The perfect marketing leader now needs to master both: the “soft” (brand, communications, storytelling, and offline advertising) and the “hard” (online, data, etc.).
Traditionally, sales meant “boots on the ground.” Convincing customers to buy your product required strong personal relationships. The art of the deal was central to a good salesperson.
SaaS completely changed how software was bought and sold. It became profitable to sell lower priced products using an inside sales force that focused on volume and highly scalable processes. Instead of client lunches and on-site presentations, the sales function evolved into scripts, process, and quantitative assessment.
Today, the best sales leaders typically need to excel in both highly scalable volume sales as well as pushing key enterprise deals over the finish line.
Last, but not least, technology has changed the HR function. In the past, HR was mostly about providing a good working environment for employees. However, the tech world’s talent wars have turned recruiting into a sales-like battleground, stressing aggressive outreach, number-driven compensation and optimizing the funnel from top to bottom.

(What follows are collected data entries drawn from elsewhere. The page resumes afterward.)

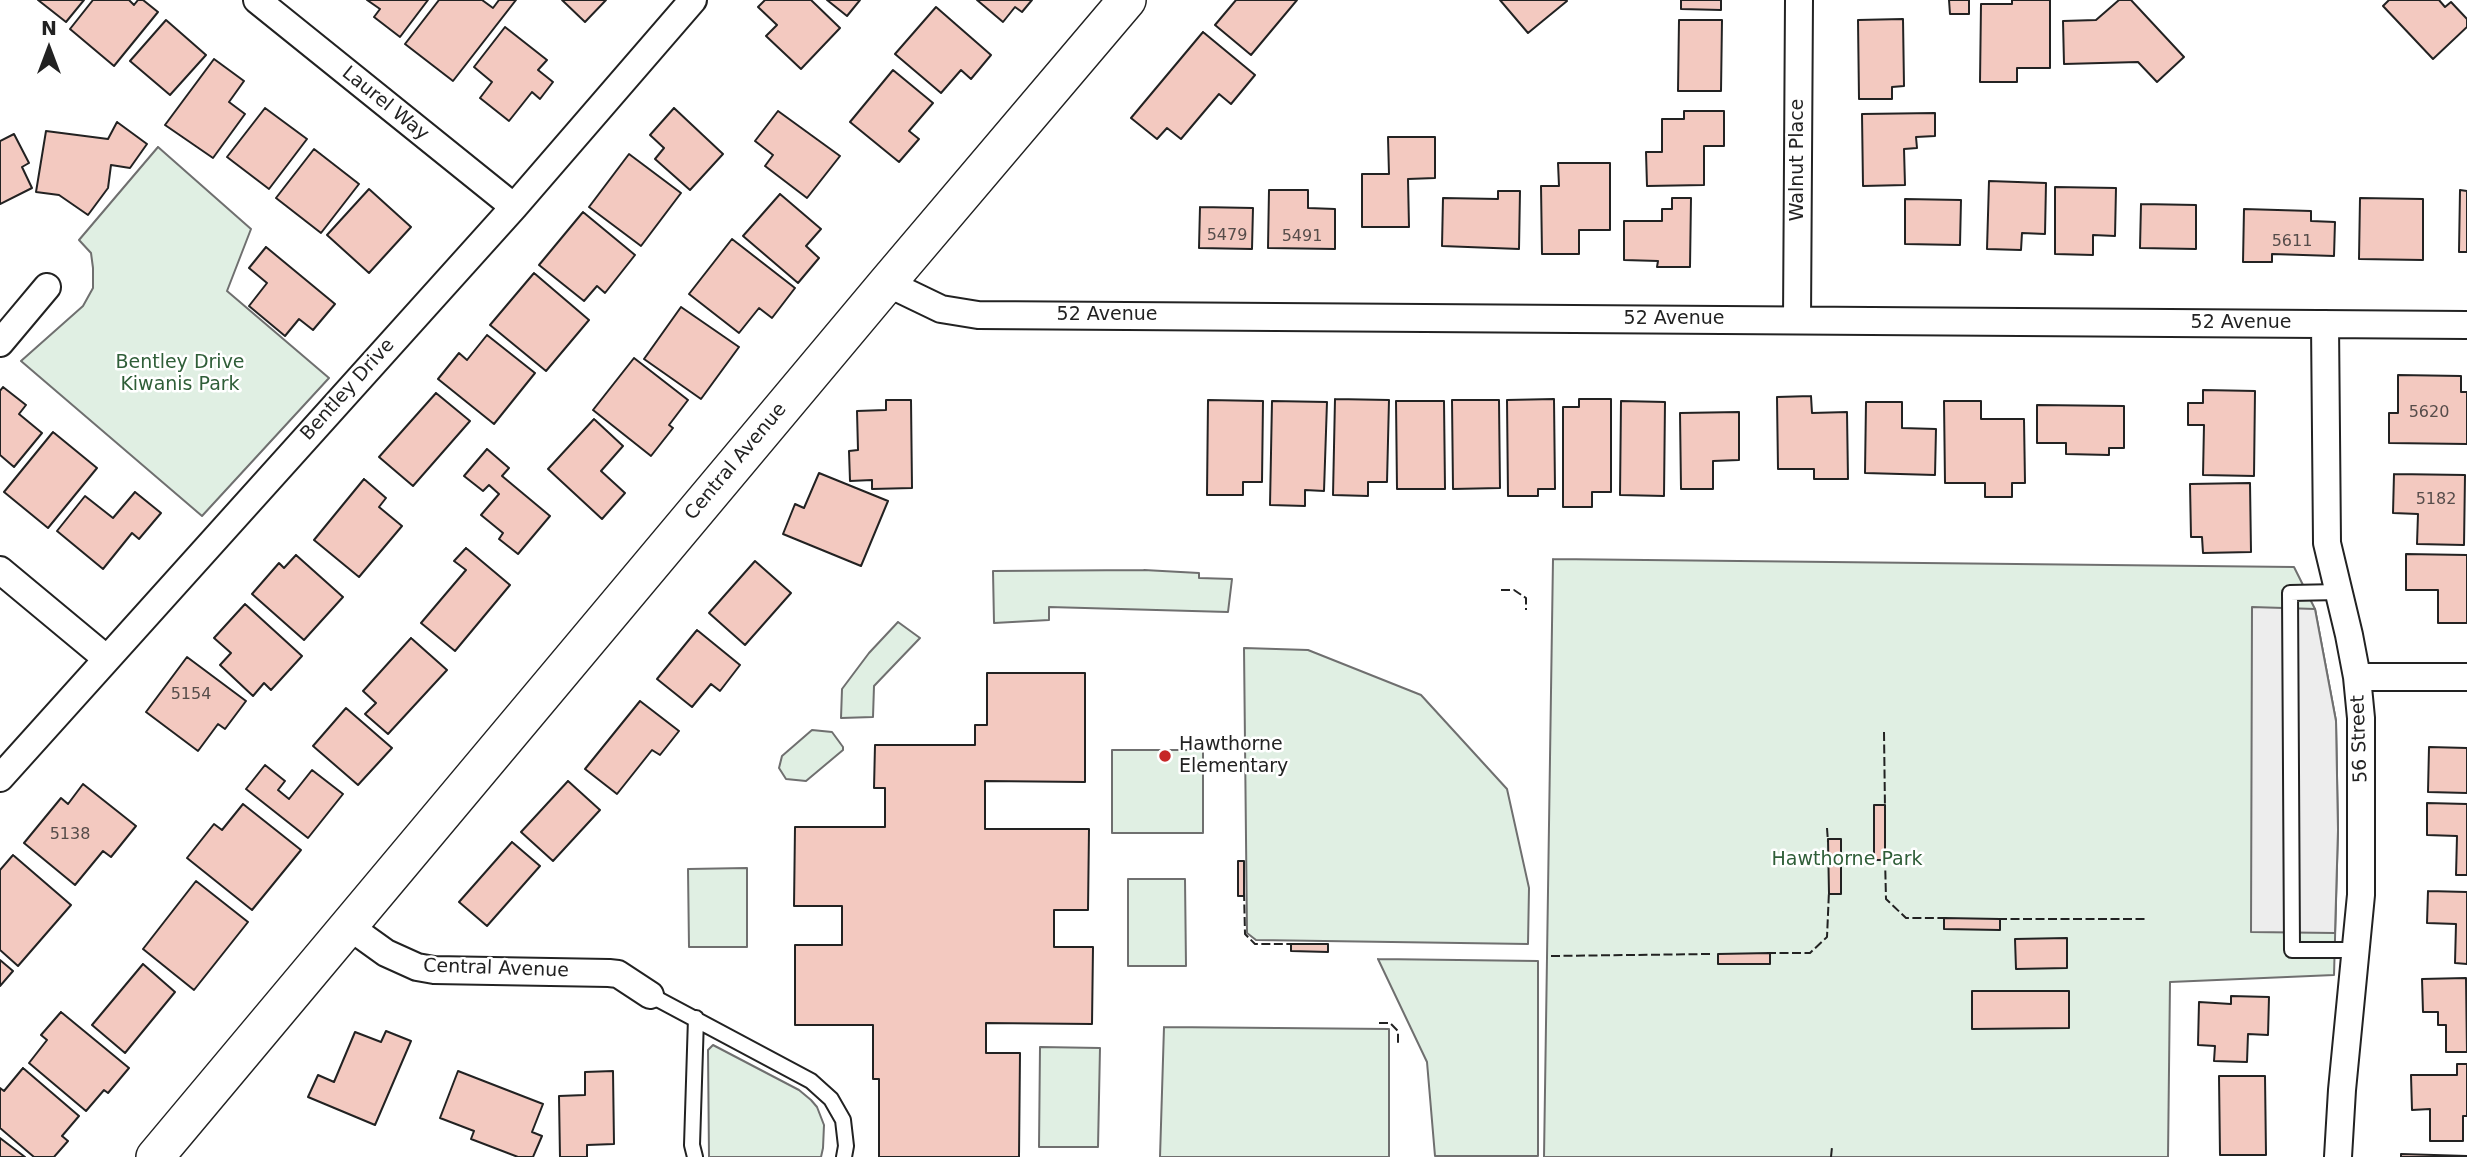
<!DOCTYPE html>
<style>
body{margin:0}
#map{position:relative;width:2467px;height:1157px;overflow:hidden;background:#fff;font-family:"DejaVu Sans",sans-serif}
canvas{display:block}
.north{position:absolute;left:14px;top:14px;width:70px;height:70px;-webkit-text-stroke:5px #fff;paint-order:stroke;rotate:0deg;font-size:19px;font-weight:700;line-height:28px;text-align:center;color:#222}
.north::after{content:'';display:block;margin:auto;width:24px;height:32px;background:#222;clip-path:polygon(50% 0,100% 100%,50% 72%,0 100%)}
</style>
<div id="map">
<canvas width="2467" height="1157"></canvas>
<div class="north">N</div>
</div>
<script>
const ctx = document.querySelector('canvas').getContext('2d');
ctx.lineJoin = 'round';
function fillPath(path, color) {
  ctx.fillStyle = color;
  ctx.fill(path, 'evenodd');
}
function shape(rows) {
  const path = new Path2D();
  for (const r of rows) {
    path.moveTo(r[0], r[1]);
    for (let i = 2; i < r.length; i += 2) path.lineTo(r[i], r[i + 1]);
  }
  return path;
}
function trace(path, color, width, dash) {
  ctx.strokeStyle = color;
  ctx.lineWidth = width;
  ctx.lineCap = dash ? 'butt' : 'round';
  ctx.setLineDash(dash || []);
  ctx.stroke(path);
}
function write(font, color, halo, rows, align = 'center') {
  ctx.font = font + ' "DejaVu Sans",sans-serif';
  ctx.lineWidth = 5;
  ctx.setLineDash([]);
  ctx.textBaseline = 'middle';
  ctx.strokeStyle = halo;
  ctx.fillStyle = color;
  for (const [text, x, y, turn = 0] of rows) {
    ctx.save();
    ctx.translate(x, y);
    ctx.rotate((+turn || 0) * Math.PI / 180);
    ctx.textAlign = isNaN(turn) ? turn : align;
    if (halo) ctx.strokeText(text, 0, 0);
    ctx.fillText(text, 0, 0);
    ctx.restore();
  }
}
const green = shape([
 [158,147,251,229,227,291,329,378,202,516,21,361,83,306,93,288,93,268,91,253,79,240,158,147],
 [1553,559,2294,567,2315,609,2336,721,2338,830,2334,975,2170,982,2168,1157,1544,1157,1553,559],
 [1144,570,1199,573,1199,578,1232,579,1228,612,1049,607,1049,620,994,623,993,571,1144,570],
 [898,622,920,638,874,686,873,717,841,718,842,689,869,653,898,622],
 [1244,648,1308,650,1421,695,1507,789,1529,888,1528,944,1256,940,1247,933,1244,648],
 [812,730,832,732,843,747,843,750,806,781,786,779,779,768,782,756,812,730],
 [1112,750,1203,750,1203,833,1112,833,1112,750],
 [747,868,747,947,689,947,688,869,747,868],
 [1128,879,1185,879,1186,966,1128,966,1128,879],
 [1378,959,1538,961,1538,1156,1435,1156,1427,1062,1378,959],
 [1164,1027,1389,1029,1389,1157,1160,1157,1164,1027],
 [713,1045,799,1090,811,1100,817,1107,824,1125,823,1148,821,1157,709,1157,708,1050,713,1045],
 [1040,1047,1100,1048,1098,1147,1039,1147,1040,1047]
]);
fillPath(green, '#e0efe3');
trace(green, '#6f6f6f', 2);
const parking = shape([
 [2252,607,2315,609,2336,721,2338,830,2335,933,2251,932,2252,607]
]);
fillPath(parking, '#ededed');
trace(parking, '#6f6f6f', 2);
const building = shape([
 [38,0,84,0,66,22,38,0],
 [93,0,129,0,134,5,138,0,143,0,158,12,114,66,70,29,93,0],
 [367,0,428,0,400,37,374,17,380,9,367,0],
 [439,0,482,0,493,8,499,0,516,0,453,81,405,44,439,0],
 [562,0,606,0,585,22,562,0],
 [765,0,811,0,840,28,801,69,766,36,777,25,758,7,765,0],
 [827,0,860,0,847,16,827,0],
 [977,0,1032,0,1022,12,1015,7,1003,22,977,0],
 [1236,0,1297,0,1251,55,1215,25,1236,0],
 [1500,0,1566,0,1567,1,1528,33,1500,0],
 [1681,0,1721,0,1721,10,1681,9,1681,0],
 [1949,0,1969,0,1969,14,1950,14,1949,0],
 [2012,0,2050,0,2050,68,2017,68,2017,82,1980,82,1981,4,2012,4,2012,0],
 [2119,0,2131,0,2184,57,2157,82,2138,62,2064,64,2063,21,2096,20,2119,0],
 [2389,0,2439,0,2445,7,2451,2,2467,19,2467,27,2433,59,2383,6,2389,0],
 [936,7,991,55,971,79,961,70,941,93,895,54,936,7],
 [1903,19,1904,86,1892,87,1892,99,1859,99,1858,20,1903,19],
 [166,20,206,55,170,95,130,61,166,20],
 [1679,20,1722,20,1721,91,1678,91,1679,20],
 [505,27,547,60,538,70,553,82,540,99,532,92,509,121,480,98,492,82,474,67,505,27],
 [1203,32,1255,75,1231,104,1219,94,1181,139,1167,128,1157,139,1131,118,1203,32],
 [214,59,244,81,229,102,245,114,213,158,165,125,214,59],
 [893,70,933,103,909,131,919,139,899,162,850,122,893,70],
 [265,108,307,139,269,189,227,157,265,108],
 [674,108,723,154,690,190,655,159,664,148,650,135,674,108],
 [778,111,840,156,807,198,765,166,773,155,755,141,778,111],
 [1684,111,1724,111,1724,146,1704,146,1704,185,1647,186,1646,152,1662,152,1662,119,1684,119,1684,111],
 [1935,113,1935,136,1916,137,1917,148,1904,149,1905,185,1863,186,1862,114,1935,113],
 [117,122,147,144,130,168,111,165,108,188,88,215,59,195,36,192,46,131,108,139,117,122],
 [14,134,29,163,22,167,32,188,0,204,0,141,14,134],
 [1388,137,1435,137,1435,178,1408,179,1409,227,1362,227,1362,174,1389,174,1388,137],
 [314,149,359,184,321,233,276,198,314,149],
 [629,154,681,193,641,246,589,207,629,154],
 [1558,163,1610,163,1610,230,1579,230,1579,254,1542,254,1541,186,1559,186,1558,163],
 [1989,181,2046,183,2045,234,2022,233,2021,250,1987,249,1989,181],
 [2055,187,2116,188,2115,236,2093,235,2093,255,2055,254,2055,187],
 [369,189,411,227,369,273,327,235,369,189],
 [1269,190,1308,190,1308,208,1335,209,1335,249,1268,248,1269,190],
 [2460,190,2467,191,2467,252,2459,252,2460,190],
 [1498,191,1520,191,1519,249,1442,246,1443,198,1498,199,1498,191],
 [780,194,821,229,806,246,819,258,798,283,743,236,780,194],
 [1672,198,1691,198,1690,267,1657,267,1658,261,1624,260,1624,221,1662,221,1662,209,1672,209,1672,198],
 [2360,198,2423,199,2423,260,2359,259,2360,198],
 [1905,199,1961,200,1960,245,1905,244,1905,199],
 [2141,204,2196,205,2196,249,2140,248,2141,204],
 [1200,207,1253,208,1252,249,1199,248,1200,207],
 [2244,209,2311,211,2311,221,2335,222,2334,256,2272,254,2272,262,2243,262,2244,209],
 [583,212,635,255,605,293,597,286,584,301,539,265,583,212],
 [732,239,795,288,772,318,759,308,739,333,689,294,732,239],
 [266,247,335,304,313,330,299,319,285,336,249,306,267,283,249,268,266,247],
 [534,273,589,320,546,371,490,325,534,273],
 [681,307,739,347,701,399,644,359,681,307],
 [487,335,535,373,494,424,438,379,459,353,467,360,487,335],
 [634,358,688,400,669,425,673,428,651,456,593,410,634,358],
 [2398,375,2461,376,2461,392,2467,392,2467,444,2389,443,2389,413,2398,413,2398,375],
 [3,387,26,405,19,414,42,433,14,467,0,455,0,391,3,387],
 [2203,390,2255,391,2254,476,2203,475,2204,425,2188,425,2188,403,2203,403,2203,390],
 [436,393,470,421,413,486,379,457,436,393],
 [1811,396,1812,413,1847,412,1848,479,1814,479,1814,469,1778,469,1777,397,1811,396],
 [1335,399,1389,400,1387,482,1368,482,1368,496,1333,495,1335,399],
 [1554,399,1555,489,1538,489,1538,496,1508,496,1507,400,1554,399],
 [1579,399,1611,399,1611,492,1592,492,1592,507,1563,507,1563,407,1579,407,1579,399],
 [886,400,911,400,912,488,872,489,872,480,850,481,849,451,858,450,857,411,886,410,886,400],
 [1208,400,1263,401,1262,482,1243,482,1243,495,1207,495,1208,400],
 [1452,400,1499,400,1500,488,1453,489,1452,400],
 [1272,401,1327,402,1324,491,1305,490,1305,506,1270,505,1272,401],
 [1396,401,1444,401,1445,489,1397,489,1396,401],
 [1621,401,1665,402,1664,496,1620,495,1621,401],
 [1944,401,1981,401,1981,419,2024,419,2025,483,2012,483,2012,497,1985,497,1985,483,1945,483,1944,401],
 [1866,402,1902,402,1902,428,1936,429,1935,475,1865,473,1866,402],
 [2037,405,2124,406,2124,448,2109,448,2109,455,2066,454,2066,443,2037,443,2037,405],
 [1739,412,1739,460,1713,461,1713,489,1681,489,1680,413,1739,412],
 [594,419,623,446,601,471,625,493,602,519,548,469,594,419],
 [53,432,97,468,48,528,4,492,53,432],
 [487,449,509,468,502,476,550,516,518,554,499,539,503,533,481,515,499,494,489,485,483,491,464,476,487,449],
 [819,473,888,501,861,566,783,534,795,504,804,508,819,473],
 [2394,474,2465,475,2464,545,2417,544,2418,514,2393,513,2394,474],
 [364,479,386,498,379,507,402,526,359,577,314,540,364,479],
 [2250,483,2251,552,2203,553,2202,537,2191,537,2190,484,2250,483],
 [135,492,161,513,139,539,132,533,103,569,57,531,85,496,113,518,135,492],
 [466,548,510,585,455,651,421,623,466,570,454,561,466,548],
 [2406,554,2467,555,2467,623,2438,623,2438,590,2406,590,2406,554],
 [296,555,343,597,304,640,252,594,279,563,284,568,296,555],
 [755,561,791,593,745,645,709,613,755,561],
 [245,604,302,656,271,690,264,683,253,696,220,665,231,653,214,638,245,604],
 [697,630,740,665,720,691,711,684,692,707,657,679,697,630],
 [411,638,447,670,388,734,365,714,376,703,363,691,411,638],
 [187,657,246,701,225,729,218,724,198,751,146,712,187,657],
 [987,673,1085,673,1085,782,985,781,985,829,1089,829,1088,910,1054,910,1054,947,1093,947,1092,1024,986,1023,986,1053,1020,1053,1019,1157,879,1157,879,1079,873,1079,873,1025,795,1025,795,945,842,945,842,906,794,906,795,827,885,827,885,788,874,788,875,745,975,745,975,725,987,725,987,673],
 [640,701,679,731,660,755,652,750,617,794,585,769,640,701],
 [346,708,392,748,358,785,313,746,346,708],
 [2429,747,2467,748,2467,793,2428,792,2429,747],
 [265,765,285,781,278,790,289,799,312,770,343,794,308,838,246,789,265,765],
 [568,781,600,810,553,861,521,832,568,781],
 [83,784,136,826,111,857,103,851,75,885,24,843,61,798,68,804,83,784],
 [2427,803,2467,804,2467,875,2456,875,2457,836,2427,835,2427,803],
 [243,804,301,850,252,910,187,858,214,824,222,830,243,804],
 [1874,805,1885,805,1885,860,1874,860,1874,805],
 [1828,839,1841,839,1841,894,1829,894,1828,839],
 [512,842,540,866,487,926,459,902,512,842],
 [13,855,71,905,18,966,0,950,0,870,13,855],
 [1238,861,1244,861,1244,896,1238,896,1238,861],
 [196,881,248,922,194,990,143,949,196,881],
 [2428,891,2467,892,2467,964,2455,963,2456,924,2427,923,2428,891],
 [1944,918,2000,919,2000,930,1944,929,1944,918],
 [2067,938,2067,968,2016,969,2015,939,2067,938],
 [1291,944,1328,944,1328,952,1291,951,1291,944],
 [1770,953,1770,964,1718,964,1718,954,1770,953],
 [0,960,13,971,0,986,0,960],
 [143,964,175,992,125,1053,92,1025,143,964],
 [2466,978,2467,1052,2446,1052,2446,1025,2438,1025,2438,1012,2423,1012,2422,979,2466,978],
 [1972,991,2069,991,2069,1028,1972,1029,1972,991],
 [2231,996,2269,997,2268,1035,2248,1034,2247,1062,2214,1061,2215,1046,2198,1045,2199,1002,2231,1004,2231,996],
 [61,1012,129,1068,108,1093,104,1090,86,1111,29,1063,47,1040,41,1035,61,1012],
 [386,1031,411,1041,375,1125,308,1097,318,1075,334,1082,355,1032,381,1042,386,1031],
 [2457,1064,2467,1064,2467,1116,2463,1116,2463,1141,2430,1141,2430,1109,2412,1110,2411,1075,2457,1075,2457,1064],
 [23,1068,79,1116,62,1136,68,1141,54,1157,34,1157,0,1128,0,1088,4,1091,23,1068],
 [458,1071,543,1104,532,1132,542,1136,533,1157,518,1157,471,1139,474,1131,440,1118,458,1071],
 [613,1071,614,1144,587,1145,587,1157,560,1157,559,1096,585,1095,585,1072,613,1071],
 [2219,1076,2265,1076,2266,1155,2220,1155,2219,1076],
 [0,1138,25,1157,0,1157,0,1138],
 [2401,1154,2467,1156,2467,1157,2401,1157,2401,1154]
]);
fillPath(building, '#f3c9c0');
trace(building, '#222', 2);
const lane = shape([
 [2339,592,2290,593,2292,950,2357,950],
 [650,995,811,1081,831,1099,843,1120,846,1146,844,1157],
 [695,1157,692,1145,696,1018]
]);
const street = shape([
 [257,0,514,207],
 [887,283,941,309,978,315,2467,325],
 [1797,320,1799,0],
 [2325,324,2327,543,2349,635,2357,677,2361,718,2361,895,2342,1090,2338,1157],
 [0,343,47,287],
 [0,570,107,659],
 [2357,677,2467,677],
 [0,778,514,207,693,0],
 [347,925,386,953,417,967,434,970,609,973,618,974,650,995]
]);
const secondary = shape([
 [155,1157,887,283,1127,0]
]);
trace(lane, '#222', 18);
trace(street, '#222', 30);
trace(secondary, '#222', 40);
trace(lane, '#fff', 14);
trace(street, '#fff', 26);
trace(secondary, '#fff', 37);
trace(shape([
 [1501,590,1514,590,1526,598,1526,610],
 [1884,732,1885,809],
 [1827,828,1828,842],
 [1885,858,1886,899,1906,918,1949,918],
 [1244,892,1245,934,1255,944,1294,944],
 [1998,919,2145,919],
 [1767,953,1810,953,1827,937,1829,891],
 [1551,956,1710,954],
 [1379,1023,1390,1023,1398,1031,1398,1044],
 [1831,1157,1832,1147]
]), '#222', 2, [9, 3.5]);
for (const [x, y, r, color] of [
 [1165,756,7,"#c62828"]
]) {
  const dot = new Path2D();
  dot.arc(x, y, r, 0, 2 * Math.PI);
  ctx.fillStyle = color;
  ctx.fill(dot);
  trace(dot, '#fff', 2.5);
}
write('16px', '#564c4a', null, [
 ["5479",1227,236],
 ["5491",1302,237],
 ["5611",2292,242],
 ["5620",2429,413],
 ["5182",2436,500],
 ["5154",191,695],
 ["5138",70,835]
]);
write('19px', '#222', '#fff', [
 ["Laurel Way",385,104,39],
 ["Walnut Place",1798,160,-90],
 ["52 Avenue",1107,315],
 ["52 Avenue",1674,319],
 ["52 Avenue",2241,323],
 ["Bentley Drive",348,390,-48],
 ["Central Avenue",736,462,-50],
 ["56 Street",2360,739,-92],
 ["Central Avenue",496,969,2]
]);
write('19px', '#2f5e38', '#fff', [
 ["Bentley Drive",180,363],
 ["Kiwanis Park",180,385],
 ["Hawthorne Park",1847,860]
]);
write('19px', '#222', '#fff', [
 ["Hawthorne",1179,745],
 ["Elementary",1179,767]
], 'left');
</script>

Running any of these functions has become infinitely more complex today and requires very different capabilities than a decade ago.
So, what does this mean for founders and CEOs?
First, you need to recognize that most key functions today require a mix of soft and hard skills. Ideally, you want to hire a Sales (or Marketing or HR) leader who can cover both the hard and soft equally well. But in reality, these people aren’t easy to find. Few CMOs get both brand and online marketing. In this case, you may need to hire for a VP Brand & Communication and a VP of Online Marketing and have both people report to you.
Most importantly, you need to consider what function(s) your start-up needs. It’s not the same for everyone. I see too many start-ups hiring a VP of Sales without really thinking about the exact type of sales leader they need.